If I have $20,000 in a Traditional IRA ($15,000 in contributions, $5,000 in gains), and the market plunges 50 percent, would I pay my income tax rate on $17,250 ($15K contributions + $2.5K gains) or $10,000 (current market value) if I choose to do a Roth conversion at that time? Is it advantageous to convert a Traditional IRA to a Roth IRA during a 50 percent market downturn?
YES! You would only be taxed on the converted amount. Market timing is perilous, however. What if the market continues to fall another 20%, for example? Until 1/1/2018 Roth conversions could be "recharacterized" if this happened. That is, you could undo the conversion and then re-do it at the lower account value. No more.
Technically speaking, your answer is yes. It is advantageous given that you pay taxes on the converted amount, period. If the value drops, then you have less money to convert and less taxes to pay. I would look at the matter a little differently. I would look at preserving and protecting your portfolio from market downturns through proper asset allocation and diversification. You certainly can't diversify away all risk. But I would place my emphasis on being a smart investor first. I would address the conversion issue second by converting only the amount you would be comfortable paying taxes on. You can convert all or a portion of the IRA. You don't have to convert the whole account all in the same year. Convert what you can afford and leave the rest to be converted in later years. It's never wise to let taxes take precedence over being a smart, successful investor. If you follow my advice, you'll end up with the most money for retirement when you get there.
Your logic and math is correct. You would pay the tax on the converted amount in this situation. This is a strategy we often deploy during market corrections and one I think is a good idea. Also this tax environment is also quite favorable to Roth conversions. The coupling of the two would make for a unique environment it may take awhile to see again.

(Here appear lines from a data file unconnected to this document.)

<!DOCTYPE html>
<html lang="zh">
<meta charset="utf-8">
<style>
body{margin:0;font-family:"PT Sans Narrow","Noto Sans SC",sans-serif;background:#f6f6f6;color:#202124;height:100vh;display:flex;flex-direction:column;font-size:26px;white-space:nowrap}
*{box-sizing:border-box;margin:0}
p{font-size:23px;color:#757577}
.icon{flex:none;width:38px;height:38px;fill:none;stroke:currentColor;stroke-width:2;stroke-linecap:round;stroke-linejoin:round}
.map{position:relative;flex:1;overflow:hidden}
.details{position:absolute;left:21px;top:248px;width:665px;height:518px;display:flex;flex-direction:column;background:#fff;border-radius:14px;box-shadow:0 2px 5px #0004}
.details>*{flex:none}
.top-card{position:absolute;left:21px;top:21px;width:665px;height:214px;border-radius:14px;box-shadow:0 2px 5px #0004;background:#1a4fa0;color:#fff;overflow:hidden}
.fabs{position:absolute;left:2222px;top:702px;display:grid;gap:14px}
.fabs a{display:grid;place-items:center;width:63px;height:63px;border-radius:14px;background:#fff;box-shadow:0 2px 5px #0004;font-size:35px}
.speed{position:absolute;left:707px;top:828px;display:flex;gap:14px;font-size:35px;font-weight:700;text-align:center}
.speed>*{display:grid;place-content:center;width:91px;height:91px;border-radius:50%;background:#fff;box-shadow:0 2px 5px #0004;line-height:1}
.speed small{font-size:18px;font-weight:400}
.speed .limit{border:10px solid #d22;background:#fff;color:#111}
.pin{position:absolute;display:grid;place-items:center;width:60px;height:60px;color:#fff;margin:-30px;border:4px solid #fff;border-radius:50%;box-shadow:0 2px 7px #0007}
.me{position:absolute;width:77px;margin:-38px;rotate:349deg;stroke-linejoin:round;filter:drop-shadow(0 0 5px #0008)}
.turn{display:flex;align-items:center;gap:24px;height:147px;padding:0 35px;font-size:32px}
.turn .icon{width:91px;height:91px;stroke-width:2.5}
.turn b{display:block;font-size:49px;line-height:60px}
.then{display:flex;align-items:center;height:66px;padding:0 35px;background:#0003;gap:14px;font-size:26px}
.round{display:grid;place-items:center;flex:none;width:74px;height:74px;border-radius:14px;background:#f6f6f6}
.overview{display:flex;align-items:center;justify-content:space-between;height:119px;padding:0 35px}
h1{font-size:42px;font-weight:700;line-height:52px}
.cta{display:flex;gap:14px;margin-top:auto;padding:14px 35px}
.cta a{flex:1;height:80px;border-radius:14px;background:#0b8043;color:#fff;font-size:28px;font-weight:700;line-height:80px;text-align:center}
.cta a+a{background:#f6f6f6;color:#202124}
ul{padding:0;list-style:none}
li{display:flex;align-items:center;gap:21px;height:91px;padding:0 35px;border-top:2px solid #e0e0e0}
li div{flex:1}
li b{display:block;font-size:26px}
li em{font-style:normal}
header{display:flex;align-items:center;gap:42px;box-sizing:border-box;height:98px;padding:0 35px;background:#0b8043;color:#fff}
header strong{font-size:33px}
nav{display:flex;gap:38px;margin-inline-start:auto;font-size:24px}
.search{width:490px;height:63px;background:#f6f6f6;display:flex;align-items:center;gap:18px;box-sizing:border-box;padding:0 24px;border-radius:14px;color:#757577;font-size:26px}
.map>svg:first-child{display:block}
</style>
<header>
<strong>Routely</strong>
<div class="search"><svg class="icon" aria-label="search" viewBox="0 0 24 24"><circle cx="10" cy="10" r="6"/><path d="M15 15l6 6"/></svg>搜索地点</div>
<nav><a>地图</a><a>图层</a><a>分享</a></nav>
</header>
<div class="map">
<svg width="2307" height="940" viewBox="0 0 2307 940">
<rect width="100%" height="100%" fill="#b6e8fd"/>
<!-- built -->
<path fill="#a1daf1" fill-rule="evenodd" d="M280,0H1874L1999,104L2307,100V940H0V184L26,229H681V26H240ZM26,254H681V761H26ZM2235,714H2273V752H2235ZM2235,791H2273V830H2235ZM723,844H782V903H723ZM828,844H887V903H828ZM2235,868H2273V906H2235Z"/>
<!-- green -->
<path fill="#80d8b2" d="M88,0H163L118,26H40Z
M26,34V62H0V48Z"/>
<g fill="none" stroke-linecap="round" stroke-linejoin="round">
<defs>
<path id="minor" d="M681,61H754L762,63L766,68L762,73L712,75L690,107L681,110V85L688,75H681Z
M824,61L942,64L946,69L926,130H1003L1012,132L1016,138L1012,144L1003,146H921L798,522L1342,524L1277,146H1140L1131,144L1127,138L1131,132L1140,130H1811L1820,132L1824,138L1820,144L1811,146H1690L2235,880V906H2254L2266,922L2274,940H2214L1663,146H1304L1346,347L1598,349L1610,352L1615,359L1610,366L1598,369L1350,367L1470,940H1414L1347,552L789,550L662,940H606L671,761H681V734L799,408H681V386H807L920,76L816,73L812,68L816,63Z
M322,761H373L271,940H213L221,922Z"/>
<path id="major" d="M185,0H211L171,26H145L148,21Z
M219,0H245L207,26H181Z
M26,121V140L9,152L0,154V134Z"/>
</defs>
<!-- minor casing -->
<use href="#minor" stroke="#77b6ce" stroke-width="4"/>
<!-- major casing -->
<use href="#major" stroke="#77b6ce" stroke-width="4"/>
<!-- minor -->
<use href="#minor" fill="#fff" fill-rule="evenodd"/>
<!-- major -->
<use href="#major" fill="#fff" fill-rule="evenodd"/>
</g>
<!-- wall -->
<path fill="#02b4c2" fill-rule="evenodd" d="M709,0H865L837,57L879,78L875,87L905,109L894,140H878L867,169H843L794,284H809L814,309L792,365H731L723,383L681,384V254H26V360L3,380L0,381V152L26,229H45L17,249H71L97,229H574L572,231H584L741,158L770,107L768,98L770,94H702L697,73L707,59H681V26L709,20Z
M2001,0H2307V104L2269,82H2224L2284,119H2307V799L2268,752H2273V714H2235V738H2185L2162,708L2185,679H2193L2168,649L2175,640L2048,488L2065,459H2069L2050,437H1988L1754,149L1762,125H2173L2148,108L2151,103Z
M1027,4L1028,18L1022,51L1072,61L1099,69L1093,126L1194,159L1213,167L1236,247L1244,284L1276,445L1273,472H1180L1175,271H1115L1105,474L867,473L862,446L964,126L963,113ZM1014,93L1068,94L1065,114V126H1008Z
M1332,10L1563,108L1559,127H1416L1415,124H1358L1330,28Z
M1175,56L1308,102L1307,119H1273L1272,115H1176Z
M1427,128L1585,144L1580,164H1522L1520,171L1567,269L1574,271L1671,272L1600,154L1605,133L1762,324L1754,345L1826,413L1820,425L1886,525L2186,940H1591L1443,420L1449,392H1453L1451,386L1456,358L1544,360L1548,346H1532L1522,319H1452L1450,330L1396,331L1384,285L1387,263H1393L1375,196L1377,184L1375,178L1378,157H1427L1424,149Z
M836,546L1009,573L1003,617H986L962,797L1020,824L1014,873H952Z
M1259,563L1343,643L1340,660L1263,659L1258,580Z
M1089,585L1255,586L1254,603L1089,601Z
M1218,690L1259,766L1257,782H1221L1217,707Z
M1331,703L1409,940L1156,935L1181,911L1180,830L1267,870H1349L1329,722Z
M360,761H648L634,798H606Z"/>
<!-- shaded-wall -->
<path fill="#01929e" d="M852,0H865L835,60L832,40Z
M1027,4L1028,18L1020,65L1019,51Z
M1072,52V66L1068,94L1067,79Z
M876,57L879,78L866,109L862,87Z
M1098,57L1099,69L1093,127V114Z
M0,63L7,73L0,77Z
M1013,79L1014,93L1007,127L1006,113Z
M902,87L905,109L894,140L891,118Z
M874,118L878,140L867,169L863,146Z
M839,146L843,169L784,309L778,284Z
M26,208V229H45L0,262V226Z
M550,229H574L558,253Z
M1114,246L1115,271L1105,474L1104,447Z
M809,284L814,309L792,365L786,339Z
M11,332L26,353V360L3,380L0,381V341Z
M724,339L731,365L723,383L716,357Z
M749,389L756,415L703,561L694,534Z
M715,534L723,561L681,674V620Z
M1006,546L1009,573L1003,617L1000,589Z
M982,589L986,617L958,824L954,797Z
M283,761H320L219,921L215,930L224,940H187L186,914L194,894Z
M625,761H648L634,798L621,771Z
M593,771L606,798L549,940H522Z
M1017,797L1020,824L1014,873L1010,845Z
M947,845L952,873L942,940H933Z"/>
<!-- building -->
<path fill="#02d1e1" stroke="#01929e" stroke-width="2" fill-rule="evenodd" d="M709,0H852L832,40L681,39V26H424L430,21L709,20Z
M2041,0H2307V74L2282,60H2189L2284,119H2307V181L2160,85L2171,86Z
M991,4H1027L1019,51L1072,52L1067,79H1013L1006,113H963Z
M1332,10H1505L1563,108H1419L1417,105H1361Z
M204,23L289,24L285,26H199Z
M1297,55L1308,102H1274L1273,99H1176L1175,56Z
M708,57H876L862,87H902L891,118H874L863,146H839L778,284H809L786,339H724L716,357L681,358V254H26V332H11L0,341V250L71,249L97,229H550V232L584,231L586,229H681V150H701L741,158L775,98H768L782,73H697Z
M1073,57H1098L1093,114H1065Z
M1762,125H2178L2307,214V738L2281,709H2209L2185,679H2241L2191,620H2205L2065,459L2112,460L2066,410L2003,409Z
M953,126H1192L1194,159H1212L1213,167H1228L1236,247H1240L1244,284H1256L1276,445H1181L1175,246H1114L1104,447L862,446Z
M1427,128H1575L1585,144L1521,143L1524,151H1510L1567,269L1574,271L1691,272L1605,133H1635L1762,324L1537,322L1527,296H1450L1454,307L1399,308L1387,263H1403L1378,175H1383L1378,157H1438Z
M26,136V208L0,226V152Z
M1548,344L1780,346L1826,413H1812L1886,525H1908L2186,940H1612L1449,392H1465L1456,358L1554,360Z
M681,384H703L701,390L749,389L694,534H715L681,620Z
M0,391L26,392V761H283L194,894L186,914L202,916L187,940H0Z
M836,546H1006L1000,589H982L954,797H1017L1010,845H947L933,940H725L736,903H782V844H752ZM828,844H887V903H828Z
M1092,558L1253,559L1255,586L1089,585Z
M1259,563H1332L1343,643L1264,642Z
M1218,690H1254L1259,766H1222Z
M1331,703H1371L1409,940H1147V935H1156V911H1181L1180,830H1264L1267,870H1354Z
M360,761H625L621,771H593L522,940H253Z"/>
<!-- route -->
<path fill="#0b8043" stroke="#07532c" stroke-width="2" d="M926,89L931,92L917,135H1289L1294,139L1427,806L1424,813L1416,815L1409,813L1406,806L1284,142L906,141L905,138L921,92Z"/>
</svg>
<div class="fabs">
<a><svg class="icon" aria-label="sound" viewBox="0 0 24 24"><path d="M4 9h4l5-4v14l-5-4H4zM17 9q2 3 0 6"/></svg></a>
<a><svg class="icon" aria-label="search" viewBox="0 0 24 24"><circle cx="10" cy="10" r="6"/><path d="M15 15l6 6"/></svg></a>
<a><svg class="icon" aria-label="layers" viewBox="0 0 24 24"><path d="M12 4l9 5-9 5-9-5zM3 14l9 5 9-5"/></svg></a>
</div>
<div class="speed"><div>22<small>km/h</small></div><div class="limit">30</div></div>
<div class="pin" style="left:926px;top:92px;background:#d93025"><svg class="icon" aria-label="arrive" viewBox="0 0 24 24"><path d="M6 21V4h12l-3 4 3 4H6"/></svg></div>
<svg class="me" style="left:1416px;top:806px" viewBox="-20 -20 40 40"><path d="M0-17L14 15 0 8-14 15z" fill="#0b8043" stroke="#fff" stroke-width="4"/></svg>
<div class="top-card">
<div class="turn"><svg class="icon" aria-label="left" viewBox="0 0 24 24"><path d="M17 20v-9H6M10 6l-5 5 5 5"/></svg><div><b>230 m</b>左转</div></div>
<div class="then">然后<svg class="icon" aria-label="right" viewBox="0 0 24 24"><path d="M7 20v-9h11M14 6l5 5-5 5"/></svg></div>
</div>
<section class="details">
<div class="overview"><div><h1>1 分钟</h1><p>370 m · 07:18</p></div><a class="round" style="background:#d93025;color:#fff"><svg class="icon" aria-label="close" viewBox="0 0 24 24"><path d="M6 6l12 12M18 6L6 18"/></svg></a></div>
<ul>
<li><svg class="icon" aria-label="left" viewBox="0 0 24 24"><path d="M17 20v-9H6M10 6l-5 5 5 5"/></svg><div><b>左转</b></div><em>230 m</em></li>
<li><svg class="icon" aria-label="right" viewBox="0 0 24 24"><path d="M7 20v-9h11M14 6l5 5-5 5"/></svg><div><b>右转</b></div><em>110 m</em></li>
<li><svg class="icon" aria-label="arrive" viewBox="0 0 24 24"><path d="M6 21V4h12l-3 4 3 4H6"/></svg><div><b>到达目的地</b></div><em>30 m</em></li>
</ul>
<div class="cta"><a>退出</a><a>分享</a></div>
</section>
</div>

Great question. Assuming your contributions were made on a "pre-tax" basis, the income you'd have to claim due to the conversion would be the value of the funds/investmets when they were converted. In your example, you would have to claim $10,000 in income from the conversion.
If you have available cash outside of the IRA with which to pay the income tax due, converting during a large market downturn is a great strategy. When the investments eventually recover, the gains will be tax-free!
Thanks for your question.
You would pay income tax on the declined market value of $10,000, if you choose to convert to a Roth IRA. Converting allows you to reposition your current tax-deferred Traditional IRA to a potentially tax free Roth IRA by paying federal and possible state income tax (but without the 10% IRS penalty tax) on the taxable amount of the conversion. Due to the lower balance in your Traditional IRA, the tax bill may be far less than it might be if you enjoy a period of positive market returns.